Relancer la consommation sans creuser les comptes publics

Dans un contexte de rigueur budgétaire et de hausses d’impôts, le gouvernement cherche des marges de manœuvre pour redonner un peu d’air aux salariés. L’ancien patron de Système U, nommé au gouvernement début octobre, veut s’appuyer sur les dispositifs d’épargne salariale déjà bien installés dans les entreprises.

« J’aimerais qu’il y ait quelque chose de simple, qui permette d’avoir tout de suite et maintenant un complément et que ce soit disponible pour la consommation », a déclaré Serge Papin sur RTL.

Actuellement, les primes d’intéressement et de participation peuvent être perçues directement par les salariés ou placées sur des dispositifs d’épargne (PEE, PER collectif…). Mais dans les faits, ces primes sont souvent fléchées vers l’épargne : selon la Dares, 60 % des sommes versées en 2023 ont été investies dans un plan d’épargne d’entreprise ou un plan d’épargne retraite.

Le ministre veut inverser cette tendance. Son idée : rendre l’intéressement immédiatement utilisable, dès le budget 2026, afin que les salariés puissent en profiter sans délai et stimuler la consommation.

Vers un intéressement non imposable ?

L’autre volet de la proposition, plus ambitieux, touche à la fiscalité. « Je voudrais que l’intéressement ne soit pas imposable », a ajouté Serge Papin, tout en précisant que cette mesure nécessiterait des discussions avec Bercy. Une exonération totale d’impôt sur le revenu constituerait un avantage significatif pour les salariés, mais aussi un signal politique fort en faveur du pouvoir d’achat.

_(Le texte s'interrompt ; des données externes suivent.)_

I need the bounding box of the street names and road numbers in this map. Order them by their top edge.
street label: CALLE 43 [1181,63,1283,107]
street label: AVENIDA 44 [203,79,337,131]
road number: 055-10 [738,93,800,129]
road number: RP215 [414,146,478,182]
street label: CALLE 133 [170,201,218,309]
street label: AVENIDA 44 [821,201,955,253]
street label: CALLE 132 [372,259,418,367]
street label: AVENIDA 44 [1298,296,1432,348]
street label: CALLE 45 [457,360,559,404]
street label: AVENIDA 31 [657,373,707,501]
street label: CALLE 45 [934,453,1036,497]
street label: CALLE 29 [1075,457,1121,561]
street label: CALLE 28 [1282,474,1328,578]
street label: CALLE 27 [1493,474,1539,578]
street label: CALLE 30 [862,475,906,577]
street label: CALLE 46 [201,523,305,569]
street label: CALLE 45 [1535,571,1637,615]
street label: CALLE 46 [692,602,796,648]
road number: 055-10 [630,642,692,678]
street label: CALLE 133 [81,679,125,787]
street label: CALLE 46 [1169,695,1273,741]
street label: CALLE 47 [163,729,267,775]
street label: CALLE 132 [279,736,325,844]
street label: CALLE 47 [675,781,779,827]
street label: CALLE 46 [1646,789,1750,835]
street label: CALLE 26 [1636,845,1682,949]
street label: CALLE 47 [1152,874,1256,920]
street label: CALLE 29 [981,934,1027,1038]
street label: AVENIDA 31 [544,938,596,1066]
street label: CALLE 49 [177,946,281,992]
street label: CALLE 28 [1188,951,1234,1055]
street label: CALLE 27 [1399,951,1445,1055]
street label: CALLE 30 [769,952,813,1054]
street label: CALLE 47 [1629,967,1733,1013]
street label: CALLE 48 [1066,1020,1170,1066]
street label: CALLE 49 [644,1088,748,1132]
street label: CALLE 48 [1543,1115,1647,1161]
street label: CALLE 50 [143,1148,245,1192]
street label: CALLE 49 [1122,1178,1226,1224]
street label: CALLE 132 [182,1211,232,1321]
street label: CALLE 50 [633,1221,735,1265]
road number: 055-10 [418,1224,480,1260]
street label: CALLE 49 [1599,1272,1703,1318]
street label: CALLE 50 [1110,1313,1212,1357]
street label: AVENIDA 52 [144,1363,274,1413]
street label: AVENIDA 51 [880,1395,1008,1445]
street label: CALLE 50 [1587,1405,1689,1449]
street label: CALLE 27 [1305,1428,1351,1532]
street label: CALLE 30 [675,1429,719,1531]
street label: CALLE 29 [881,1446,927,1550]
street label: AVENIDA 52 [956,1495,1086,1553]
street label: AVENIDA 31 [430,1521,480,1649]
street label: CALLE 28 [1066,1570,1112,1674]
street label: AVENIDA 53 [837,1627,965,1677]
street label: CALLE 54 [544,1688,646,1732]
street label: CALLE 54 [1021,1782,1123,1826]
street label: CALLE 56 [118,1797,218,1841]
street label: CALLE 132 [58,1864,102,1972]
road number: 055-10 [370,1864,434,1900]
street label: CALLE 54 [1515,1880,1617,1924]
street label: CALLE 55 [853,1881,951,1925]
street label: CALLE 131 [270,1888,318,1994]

Un dispositif déjà largement diffusé

En 2023, 5,8 millions de salariés du secteur privé non agricole ont bénéficié d’une prime de participation, contre 2,9 millions en 1983. Le montant total versé atteint 11,5 milliards d’euros brut, soit environ 2.000 euros par salarié.

Si la participation est obligatoire dans les entreprises d’au moins 50 salariés, l’intéressement reste facultatif. Il repose sur la volonté des employeurs d’associer leurs équipes aux performances économiques de l’entreprise.

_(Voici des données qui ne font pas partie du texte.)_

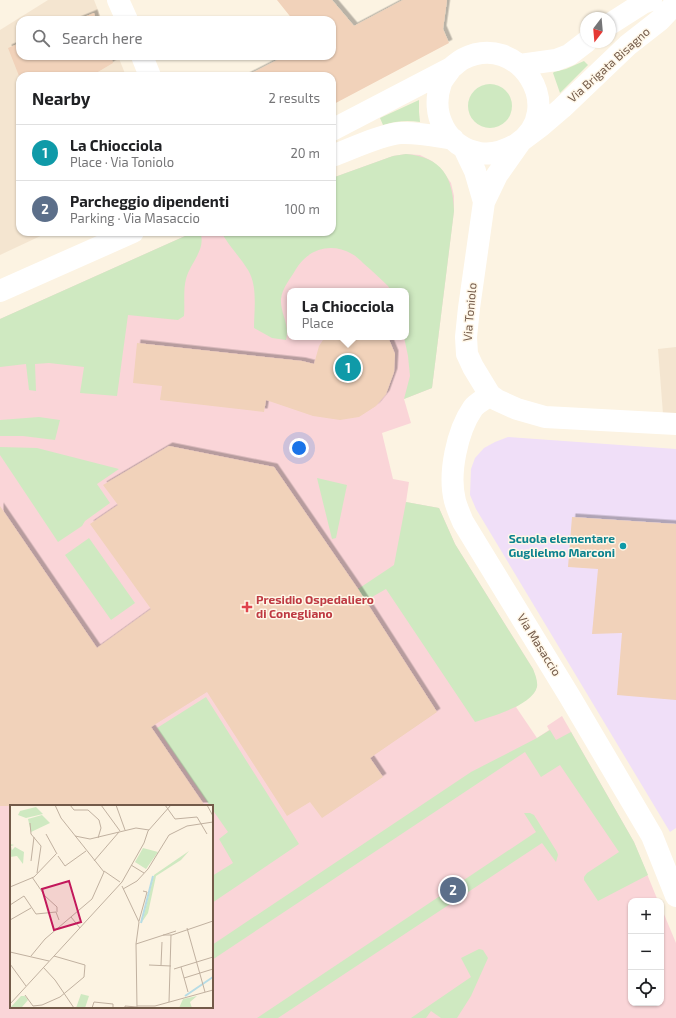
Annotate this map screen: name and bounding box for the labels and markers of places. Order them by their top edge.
pin: 1 [335,353,361,383]
place label: Scuola elementare Guglielmo Marconi [508,531,615,559]
marker: Scuola elementare Guglielmo Marconi [618,541,628,551]
place label: Presidio Ospedaliero di Conegliano [256,592,374,620]
marker: Presidio Ospedaliero di Conegliano [241,601,253,613]
pin: 2 [440,875,466,905]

Un équilibre à trouver entre épargne et consommation

En rendant ces primes plus accessibles, le gouvernement espère transformer une part de l’épargne salariale en pouvoir d’achat immédiat, au moment où la consommation des ménages reste contrainte. Mais cette évolution pose aussi question : faut-il détourner ces outils de leur vocation initiale d’épargne et d’investissement à long terme ?

Serge Papin assume la volonté de réorienter ces flux vers la consommation, quitte à bousculer l’esprit originel du dispositif. Reste à savoir si Bercy, soucieux de préserver l’équilibre fiscal, acceptera de renoncer à une partie de l’imposition sur ces revenus différés.

La discussion ne fait que commencer, mais le signal est clair : le nouveau ministre veut inscrire son action dans le quotidien des salariés, en agissant sur ce qu’il appelle « le pouvoir d’achat concret ».